- [Work to complete] Which lines in the data below contain the string "Dollar"? Show each one.

+++ Records supplied +++

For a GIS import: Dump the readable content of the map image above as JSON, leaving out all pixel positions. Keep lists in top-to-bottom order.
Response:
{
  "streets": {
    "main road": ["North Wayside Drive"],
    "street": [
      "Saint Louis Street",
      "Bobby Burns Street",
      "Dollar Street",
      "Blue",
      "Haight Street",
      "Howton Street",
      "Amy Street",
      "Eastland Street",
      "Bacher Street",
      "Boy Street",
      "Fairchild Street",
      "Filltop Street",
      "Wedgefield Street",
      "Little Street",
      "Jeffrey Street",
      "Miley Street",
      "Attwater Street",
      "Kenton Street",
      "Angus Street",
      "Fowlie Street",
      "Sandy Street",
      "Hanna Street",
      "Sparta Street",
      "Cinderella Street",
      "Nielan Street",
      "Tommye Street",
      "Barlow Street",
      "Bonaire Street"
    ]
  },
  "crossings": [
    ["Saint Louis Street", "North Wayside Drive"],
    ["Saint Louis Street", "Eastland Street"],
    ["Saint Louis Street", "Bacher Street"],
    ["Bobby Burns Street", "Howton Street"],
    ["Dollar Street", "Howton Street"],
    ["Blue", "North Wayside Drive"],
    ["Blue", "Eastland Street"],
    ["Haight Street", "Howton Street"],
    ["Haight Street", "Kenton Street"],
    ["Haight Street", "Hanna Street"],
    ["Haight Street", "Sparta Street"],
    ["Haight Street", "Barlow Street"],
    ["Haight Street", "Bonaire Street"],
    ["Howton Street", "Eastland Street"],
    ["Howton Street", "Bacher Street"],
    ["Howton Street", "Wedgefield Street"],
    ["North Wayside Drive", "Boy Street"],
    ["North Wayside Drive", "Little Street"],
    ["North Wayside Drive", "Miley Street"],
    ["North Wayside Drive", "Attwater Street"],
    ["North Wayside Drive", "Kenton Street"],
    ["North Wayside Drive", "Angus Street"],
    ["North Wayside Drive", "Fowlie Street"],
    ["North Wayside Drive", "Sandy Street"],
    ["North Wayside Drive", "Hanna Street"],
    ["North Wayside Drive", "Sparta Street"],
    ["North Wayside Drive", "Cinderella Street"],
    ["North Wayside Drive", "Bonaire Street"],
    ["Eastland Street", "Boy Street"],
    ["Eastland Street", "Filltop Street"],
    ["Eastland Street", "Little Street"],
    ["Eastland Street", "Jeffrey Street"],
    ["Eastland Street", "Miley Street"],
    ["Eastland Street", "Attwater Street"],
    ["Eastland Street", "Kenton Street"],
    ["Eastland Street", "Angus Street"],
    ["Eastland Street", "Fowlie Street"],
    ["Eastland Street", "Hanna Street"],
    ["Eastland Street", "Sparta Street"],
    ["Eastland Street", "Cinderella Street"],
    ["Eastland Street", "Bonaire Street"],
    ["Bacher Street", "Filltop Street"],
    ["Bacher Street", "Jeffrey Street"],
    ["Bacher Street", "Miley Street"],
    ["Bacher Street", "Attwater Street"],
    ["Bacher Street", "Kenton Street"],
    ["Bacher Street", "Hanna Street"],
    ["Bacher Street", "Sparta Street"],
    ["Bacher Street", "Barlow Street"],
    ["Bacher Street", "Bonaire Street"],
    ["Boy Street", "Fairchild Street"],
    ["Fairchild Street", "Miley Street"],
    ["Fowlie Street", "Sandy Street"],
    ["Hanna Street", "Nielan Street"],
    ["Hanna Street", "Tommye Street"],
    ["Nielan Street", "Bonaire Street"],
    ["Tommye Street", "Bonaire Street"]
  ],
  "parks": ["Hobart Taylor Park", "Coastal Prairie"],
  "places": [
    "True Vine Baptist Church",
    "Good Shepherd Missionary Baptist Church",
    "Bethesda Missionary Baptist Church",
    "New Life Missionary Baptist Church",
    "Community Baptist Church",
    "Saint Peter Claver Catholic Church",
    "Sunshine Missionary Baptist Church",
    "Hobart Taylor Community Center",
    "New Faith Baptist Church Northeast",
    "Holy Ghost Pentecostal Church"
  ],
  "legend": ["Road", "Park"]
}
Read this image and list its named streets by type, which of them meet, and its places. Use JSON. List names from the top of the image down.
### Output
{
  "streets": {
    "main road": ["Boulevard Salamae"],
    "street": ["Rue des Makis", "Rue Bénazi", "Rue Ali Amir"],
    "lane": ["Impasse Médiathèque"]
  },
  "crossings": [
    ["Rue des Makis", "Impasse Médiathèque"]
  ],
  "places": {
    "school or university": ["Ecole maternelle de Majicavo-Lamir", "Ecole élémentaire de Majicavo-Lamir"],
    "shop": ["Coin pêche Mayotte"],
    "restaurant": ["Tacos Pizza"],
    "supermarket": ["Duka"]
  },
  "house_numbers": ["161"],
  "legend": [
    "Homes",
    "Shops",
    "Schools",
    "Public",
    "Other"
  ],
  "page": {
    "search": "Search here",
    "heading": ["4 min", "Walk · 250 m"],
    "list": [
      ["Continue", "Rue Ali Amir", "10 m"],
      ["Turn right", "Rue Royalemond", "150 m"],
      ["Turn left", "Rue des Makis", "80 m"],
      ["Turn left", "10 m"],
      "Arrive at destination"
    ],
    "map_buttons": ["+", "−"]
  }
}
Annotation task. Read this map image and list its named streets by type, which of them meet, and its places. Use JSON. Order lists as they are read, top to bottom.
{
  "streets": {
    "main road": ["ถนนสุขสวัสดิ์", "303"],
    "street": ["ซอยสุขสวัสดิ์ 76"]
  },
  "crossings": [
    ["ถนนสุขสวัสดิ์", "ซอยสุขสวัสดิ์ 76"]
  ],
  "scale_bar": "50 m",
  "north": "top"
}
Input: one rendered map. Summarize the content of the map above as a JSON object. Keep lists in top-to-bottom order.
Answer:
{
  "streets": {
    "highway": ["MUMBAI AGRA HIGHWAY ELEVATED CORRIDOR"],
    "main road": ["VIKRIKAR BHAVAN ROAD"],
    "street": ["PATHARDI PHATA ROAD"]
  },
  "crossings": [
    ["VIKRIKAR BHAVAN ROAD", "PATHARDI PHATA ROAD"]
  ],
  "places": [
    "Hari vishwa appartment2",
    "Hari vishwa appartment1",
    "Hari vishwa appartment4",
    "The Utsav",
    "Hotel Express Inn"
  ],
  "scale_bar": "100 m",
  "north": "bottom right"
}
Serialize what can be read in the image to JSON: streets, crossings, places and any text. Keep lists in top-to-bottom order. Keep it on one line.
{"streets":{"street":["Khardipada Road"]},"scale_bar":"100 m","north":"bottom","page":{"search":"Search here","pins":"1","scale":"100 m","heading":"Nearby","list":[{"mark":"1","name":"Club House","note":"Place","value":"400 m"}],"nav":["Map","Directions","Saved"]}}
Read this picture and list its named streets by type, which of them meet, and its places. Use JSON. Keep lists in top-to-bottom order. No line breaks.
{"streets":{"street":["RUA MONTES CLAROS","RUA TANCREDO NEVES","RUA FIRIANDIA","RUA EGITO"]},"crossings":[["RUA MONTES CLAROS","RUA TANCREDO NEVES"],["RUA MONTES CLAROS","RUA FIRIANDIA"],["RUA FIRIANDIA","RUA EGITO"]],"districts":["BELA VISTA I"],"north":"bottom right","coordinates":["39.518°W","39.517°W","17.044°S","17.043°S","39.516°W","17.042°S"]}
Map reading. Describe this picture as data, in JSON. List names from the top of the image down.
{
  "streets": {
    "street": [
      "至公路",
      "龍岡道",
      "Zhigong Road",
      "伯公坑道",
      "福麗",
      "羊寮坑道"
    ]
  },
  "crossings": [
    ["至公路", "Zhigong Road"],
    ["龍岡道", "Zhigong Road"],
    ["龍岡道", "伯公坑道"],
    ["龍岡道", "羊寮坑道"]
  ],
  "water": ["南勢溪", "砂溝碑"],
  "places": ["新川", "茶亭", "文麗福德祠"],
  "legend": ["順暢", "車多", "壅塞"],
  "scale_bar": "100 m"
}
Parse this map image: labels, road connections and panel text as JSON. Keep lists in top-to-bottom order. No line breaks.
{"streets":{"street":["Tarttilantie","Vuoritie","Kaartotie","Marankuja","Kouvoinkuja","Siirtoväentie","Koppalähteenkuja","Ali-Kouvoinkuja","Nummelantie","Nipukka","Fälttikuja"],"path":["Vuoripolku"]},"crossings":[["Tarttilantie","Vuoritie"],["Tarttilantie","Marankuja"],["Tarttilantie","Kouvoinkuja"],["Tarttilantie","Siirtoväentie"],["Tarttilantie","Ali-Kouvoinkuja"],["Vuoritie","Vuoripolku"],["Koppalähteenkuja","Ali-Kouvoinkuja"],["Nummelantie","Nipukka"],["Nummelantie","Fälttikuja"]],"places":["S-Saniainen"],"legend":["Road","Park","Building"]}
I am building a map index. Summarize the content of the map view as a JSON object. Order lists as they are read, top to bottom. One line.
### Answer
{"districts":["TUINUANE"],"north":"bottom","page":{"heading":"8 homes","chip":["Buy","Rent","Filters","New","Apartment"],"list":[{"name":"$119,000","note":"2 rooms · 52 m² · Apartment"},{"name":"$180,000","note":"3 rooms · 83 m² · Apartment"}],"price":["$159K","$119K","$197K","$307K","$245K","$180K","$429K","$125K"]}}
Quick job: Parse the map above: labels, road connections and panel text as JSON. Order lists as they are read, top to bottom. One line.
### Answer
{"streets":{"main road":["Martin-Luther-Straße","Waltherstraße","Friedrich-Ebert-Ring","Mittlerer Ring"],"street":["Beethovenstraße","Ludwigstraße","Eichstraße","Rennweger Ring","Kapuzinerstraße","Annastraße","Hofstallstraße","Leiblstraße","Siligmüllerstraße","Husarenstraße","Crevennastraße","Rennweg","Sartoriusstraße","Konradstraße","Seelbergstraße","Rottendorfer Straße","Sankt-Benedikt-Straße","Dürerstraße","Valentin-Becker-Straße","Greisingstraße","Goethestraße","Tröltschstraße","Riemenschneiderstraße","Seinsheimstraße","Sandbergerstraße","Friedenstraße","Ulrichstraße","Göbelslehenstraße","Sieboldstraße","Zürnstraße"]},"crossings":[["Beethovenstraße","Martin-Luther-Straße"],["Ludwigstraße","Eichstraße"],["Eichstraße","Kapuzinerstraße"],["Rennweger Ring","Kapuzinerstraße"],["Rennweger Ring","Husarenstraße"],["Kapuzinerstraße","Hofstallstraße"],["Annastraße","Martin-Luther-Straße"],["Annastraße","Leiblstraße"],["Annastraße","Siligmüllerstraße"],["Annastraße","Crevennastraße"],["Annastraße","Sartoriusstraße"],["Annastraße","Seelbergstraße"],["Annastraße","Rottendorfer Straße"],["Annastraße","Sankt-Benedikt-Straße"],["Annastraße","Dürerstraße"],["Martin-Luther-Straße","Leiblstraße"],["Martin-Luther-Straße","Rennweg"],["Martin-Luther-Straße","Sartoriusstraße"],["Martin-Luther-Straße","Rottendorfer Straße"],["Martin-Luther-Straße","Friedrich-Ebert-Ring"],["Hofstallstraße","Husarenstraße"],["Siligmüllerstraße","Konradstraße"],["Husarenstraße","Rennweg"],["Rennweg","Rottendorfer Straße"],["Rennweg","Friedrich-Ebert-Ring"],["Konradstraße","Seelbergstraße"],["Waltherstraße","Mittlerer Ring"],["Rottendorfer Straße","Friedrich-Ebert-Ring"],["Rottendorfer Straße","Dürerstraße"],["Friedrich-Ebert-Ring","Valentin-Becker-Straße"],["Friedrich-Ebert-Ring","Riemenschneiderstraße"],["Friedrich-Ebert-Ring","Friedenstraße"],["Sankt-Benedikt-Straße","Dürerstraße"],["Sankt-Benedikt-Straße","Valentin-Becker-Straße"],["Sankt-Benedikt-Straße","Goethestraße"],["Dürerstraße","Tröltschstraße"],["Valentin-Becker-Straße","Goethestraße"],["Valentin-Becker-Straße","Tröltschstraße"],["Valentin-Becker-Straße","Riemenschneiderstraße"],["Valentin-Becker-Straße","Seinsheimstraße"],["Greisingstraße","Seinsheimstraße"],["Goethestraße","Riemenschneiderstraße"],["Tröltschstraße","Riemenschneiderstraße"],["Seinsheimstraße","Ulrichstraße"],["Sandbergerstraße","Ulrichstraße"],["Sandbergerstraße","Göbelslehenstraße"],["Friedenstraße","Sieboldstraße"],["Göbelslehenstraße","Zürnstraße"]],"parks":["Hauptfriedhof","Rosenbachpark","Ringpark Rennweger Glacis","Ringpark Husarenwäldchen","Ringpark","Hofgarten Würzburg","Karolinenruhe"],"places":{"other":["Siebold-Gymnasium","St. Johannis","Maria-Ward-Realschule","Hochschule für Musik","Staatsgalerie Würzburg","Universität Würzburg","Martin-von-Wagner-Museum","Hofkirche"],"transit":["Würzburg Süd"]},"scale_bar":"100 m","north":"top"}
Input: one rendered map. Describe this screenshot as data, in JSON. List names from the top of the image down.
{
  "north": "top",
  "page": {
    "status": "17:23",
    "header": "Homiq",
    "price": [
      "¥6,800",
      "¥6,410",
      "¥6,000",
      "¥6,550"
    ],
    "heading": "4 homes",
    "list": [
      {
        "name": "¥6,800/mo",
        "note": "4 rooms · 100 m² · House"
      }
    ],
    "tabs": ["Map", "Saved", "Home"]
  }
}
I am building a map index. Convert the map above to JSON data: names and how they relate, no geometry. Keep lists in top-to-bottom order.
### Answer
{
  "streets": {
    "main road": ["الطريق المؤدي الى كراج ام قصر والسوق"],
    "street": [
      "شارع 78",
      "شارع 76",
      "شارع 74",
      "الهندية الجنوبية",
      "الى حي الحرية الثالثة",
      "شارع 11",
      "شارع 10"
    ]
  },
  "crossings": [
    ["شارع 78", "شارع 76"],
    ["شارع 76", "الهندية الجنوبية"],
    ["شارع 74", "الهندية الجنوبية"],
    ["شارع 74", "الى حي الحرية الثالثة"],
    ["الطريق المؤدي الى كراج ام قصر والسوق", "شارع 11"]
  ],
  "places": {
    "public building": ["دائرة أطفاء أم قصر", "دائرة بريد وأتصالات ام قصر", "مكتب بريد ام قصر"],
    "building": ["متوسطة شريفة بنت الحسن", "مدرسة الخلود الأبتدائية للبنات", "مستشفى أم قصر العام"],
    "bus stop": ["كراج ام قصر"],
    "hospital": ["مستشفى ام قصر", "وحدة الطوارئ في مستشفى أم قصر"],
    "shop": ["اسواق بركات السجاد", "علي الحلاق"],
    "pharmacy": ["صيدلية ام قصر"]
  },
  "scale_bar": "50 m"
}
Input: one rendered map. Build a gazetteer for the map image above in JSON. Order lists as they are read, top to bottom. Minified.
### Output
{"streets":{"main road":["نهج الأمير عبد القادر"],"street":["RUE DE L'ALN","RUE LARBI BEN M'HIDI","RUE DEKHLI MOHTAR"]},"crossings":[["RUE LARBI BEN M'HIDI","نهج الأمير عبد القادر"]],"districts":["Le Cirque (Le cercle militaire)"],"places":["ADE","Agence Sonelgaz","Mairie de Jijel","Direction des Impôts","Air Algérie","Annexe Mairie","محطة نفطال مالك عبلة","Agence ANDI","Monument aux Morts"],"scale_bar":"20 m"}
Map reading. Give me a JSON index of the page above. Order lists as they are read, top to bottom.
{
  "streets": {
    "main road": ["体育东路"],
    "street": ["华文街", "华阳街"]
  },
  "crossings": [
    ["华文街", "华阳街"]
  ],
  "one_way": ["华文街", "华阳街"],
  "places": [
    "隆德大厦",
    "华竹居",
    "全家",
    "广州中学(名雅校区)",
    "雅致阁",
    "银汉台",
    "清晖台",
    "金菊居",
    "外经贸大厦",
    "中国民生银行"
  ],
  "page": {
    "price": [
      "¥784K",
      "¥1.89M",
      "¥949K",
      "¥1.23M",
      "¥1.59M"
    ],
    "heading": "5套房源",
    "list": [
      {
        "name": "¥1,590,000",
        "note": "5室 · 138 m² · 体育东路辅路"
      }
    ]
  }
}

+++

- [Result of the exercise]
      "Dollar Street",
    ["Dollar Street", "Howton Street"],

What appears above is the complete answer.